**TASK DATA**
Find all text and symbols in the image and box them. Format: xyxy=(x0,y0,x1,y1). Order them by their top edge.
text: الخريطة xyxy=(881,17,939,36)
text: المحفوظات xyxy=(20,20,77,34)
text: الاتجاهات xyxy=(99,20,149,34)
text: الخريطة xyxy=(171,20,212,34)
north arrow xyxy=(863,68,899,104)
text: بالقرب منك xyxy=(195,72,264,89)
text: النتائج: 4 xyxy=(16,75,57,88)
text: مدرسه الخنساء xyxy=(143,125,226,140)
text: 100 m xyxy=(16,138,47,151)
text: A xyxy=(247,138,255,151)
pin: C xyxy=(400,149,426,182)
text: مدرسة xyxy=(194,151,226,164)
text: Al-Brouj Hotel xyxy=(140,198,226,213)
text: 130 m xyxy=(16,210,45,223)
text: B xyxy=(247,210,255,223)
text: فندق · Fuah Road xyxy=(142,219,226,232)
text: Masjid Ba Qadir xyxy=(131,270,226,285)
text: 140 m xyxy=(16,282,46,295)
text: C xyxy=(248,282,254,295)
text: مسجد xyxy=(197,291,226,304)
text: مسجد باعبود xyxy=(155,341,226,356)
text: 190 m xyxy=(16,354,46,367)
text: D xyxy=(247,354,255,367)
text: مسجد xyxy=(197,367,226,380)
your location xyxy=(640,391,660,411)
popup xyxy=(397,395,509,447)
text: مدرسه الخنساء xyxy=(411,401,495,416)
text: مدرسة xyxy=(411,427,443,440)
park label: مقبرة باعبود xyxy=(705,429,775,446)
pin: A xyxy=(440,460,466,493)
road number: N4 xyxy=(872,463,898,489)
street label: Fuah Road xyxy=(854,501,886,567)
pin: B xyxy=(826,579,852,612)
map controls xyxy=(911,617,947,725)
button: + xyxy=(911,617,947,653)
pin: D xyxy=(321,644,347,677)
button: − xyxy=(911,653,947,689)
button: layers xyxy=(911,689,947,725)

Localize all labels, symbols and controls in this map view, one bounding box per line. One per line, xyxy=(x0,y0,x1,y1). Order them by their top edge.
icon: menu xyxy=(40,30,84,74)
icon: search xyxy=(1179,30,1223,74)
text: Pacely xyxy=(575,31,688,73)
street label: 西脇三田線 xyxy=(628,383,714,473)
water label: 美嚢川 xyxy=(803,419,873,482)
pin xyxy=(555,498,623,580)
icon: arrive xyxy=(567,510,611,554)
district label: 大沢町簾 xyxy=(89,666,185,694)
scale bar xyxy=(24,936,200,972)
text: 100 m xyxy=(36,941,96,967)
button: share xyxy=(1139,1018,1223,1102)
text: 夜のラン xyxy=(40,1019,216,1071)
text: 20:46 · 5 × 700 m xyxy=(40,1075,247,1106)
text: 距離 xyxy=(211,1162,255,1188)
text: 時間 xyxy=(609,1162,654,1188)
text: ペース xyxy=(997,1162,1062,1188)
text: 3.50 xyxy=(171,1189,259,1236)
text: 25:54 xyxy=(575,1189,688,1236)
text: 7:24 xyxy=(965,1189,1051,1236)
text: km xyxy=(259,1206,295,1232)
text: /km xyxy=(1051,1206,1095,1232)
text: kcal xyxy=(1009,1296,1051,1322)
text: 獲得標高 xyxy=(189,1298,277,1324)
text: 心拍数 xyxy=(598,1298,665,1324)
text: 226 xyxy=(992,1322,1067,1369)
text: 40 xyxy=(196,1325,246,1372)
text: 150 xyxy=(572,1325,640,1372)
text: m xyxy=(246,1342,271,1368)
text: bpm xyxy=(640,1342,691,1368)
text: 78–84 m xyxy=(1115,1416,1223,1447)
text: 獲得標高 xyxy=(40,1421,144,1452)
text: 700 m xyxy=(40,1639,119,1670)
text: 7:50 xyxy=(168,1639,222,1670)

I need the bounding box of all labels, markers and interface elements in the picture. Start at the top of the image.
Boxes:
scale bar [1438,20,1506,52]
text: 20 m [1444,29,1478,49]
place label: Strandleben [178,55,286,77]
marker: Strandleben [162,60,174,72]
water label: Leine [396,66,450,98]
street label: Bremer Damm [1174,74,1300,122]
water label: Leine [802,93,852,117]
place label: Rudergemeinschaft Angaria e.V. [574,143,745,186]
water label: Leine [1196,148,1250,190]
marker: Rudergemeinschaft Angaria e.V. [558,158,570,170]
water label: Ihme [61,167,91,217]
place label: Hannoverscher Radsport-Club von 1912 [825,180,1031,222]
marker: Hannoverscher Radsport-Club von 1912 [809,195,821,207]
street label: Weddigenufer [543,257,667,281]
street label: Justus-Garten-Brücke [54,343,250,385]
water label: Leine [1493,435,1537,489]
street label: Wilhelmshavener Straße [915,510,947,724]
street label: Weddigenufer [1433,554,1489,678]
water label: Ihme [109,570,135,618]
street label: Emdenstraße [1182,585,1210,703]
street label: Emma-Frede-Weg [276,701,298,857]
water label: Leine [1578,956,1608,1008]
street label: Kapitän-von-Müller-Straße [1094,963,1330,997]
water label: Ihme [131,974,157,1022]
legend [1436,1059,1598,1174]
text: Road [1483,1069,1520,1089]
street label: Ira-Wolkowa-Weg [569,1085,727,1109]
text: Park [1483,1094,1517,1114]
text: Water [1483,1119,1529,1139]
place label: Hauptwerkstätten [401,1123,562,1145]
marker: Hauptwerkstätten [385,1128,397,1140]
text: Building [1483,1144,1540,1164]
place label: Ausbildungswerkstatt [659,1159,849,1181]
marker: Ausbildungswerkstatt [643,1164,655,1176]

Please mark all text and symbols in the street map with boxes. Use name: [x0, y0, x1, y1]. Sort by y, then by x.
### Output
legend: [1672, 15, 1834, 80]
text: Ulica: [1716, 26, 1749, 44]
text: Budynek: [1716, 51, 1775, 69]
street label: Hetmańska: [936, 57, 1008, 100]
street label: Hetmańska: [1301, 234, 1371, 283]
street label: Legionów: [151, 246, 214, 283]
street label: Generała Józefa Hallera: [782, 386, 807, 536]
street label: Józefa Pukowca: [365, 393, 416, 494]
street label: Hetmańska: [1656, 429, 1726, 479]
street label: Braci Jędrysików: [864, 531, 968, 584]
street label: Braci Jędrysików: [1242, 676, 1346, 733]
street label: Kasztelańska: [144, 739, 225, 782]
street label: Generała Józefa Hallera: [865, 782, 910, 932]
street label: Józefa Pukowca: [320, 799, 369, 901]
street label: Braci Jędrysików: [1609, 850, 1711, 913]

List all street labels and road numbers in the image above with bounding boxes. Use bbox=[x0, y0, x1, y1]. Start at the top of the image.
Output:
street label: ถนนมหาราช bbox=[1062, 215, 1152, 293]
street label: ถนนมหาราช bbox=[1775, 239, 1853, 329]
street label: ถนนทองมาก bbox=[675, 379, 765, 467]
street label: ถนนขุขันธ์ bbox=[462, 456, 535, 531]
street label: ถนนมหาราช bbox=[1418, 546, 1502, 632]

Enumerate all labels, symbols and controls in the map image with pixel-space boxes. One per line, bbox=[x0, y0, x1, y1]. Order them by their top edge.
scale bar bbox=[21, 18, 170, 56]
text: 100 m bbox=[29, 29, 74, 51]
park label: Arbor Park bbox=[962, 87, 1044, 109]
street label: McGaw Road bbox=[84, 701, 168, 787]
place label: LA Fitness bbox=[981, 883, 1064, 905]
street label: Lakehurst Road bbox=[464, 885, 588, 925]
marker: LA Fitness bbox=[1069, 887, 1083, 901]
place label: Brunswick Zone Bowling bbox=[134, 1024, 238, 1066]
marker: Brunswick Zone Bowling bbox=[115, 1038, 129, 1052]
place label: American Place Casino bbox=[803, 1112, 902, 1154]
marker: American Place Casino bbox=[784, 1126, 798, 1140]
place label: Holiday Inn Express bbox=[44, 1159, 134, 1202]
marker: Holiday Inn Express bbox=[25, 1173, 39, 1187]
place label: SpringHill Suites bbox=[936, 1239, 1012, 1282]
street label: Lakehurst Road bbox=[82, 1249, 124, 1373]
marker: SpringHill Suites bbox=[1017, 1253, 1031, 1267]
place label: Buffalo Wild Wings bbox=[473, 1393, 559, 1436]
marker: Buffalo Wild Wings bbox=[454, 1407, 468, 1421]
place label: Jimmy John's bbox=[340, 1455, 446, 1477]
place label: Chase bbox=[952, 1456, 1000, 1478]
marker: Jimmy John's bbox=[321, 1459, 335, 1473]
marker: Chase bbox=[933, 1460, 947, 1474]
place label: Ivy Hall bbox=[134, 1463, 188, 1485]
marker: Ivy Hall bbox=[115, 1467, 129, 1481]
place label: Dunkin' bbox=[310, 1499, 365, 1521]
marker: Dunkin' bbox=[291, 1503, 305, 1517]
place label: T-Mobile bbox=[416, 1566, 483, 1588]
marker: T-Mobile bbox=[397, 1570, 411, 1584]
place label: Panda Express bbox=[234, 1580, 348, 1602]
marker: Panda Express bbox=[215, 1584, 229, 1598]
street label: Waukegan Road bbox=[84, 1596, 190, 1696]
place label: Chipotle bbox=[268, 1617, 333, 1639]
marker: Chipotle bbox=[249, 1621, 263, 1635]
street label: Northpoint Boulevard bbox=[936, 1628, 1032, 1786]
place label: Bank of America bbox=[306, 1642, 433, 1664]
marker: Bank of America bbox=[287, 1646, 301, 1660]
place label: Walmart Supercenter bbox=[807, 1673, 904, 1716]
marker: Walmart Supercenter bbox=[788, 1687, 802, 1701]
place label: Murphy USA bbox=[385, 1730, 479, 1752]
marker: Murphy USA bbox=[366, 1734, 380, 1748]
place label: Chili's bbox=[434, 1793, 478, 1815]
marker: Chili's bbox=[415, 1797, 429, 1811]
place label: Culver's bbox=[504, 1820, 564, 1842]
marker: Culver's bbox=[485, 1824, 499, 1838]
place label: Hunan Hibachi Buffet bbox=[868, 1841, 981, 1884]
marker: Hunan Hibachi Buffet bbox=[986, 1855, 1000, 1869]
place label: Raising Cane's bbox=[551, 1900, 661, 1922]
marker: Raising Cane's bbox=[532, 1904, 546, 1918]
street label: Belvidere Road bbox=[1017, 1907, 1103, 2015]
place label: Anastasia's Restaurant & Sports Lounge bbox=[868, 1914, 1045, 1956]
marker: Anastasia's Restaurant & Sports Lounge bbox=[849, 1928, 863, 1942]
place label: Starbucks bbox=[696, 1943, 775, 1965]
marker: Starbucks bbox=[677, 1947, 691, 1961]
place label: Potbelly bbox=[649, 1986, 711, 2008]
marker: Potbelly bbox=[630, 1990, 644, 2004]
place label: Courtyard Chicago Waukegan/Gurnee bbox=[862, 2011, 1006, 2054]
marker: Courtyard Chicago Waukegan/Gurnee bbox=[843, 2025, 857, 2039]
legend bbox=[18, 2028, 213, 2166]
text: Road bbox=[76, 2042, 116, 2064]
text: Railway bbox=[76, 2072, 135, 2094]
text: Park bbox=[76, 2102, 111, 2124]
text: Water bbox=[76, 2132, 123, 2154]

**WHAT YOU WILL DO**
Figure out how many lines of the material include the string "Chicago", and reply with only that figure.

**YOUR SOLUTION**
2